* [What you need to do] The reply must be the number of lines in the following material that include the word "data", and nothing more.
------------------------------------------------------------------------
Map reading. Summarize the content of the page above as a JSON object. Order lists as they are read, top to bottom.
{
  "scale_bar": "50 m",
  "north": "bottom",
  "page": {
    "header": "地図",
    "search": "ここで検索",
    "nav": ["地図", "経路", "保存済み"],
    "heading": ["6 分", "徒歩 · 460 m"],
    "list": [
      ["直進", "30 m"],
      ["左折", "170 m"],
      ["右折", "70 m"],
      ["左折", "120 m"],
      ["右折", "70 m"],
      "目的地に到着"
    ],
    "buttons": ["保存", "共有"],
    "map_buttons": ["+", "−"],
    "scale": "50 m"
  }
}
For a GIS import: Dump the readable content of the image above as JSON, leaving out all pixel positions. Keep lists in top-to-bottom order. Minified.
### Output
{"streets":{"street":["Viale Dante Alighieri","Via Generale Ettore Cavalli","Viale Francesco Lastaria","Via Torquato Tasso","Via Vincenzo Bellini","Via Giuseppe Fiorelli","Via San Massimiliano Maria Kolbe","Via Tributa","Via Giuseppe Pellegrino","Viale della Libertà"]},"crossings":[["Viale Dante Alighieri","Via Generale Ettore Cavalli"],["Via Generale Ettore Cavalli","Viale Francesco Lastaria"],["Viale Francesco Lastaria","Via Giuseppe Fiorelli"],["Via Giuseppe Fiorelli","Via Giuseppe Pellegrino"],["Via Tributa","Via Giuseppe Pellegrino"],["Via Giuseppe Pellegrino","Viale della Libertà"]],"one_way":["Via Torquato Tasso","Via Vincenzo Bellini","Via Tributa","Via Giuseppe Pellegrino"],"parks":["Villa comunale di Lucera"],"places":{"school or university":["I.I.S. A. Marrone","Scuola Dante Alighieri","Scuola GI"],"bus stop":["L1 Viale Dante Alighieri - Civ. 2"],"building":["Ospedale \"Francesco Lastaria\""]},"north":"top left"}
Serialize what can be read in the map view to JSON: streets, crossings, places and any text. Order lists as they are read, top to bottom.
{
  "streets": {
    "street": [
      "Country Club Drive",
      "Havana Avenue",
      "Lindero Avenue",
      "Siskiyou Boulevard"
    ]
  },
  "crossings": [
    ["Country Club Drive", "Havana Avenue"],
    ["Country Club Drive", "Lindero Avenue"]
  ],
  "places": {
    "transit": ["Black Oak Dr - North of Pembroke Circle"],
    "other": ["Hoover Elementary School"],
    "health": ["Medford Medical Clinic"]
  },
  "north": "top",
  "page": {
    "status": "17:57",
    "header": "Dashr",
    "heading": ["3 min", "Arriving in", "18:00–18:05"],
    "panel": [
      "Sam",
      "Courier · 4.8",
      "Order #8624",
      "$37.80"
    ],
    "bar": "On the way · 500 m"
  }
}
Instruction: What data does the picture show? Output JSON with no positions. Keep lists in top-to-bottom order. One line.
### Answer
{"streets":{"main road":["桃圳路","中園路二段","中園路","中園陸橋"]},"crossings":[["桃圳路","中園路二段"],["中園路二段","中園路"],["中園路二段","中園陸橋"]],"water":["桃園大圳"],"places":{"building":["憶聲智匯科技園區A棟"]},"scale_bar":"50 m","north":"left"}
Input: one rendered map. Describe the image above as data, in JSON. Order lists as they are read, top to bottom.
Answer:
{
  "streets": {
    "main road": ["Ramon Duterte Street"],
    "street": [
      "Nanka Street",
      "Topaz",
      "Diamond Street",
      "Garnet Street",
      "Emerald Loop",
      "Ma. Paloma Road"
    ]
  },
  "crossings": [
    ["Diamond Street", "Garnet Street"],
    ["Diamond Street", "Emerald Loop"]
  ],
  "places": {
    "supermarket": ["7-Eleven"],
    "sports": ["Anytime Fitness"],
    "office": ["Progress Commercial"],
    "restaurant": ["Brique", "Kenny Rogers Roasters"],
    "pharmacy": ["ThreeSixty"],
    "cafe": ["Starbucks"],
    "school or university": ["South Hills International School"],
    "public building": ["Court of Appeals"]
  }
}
------------------------------------------------------------------------
* [Exercise response] 2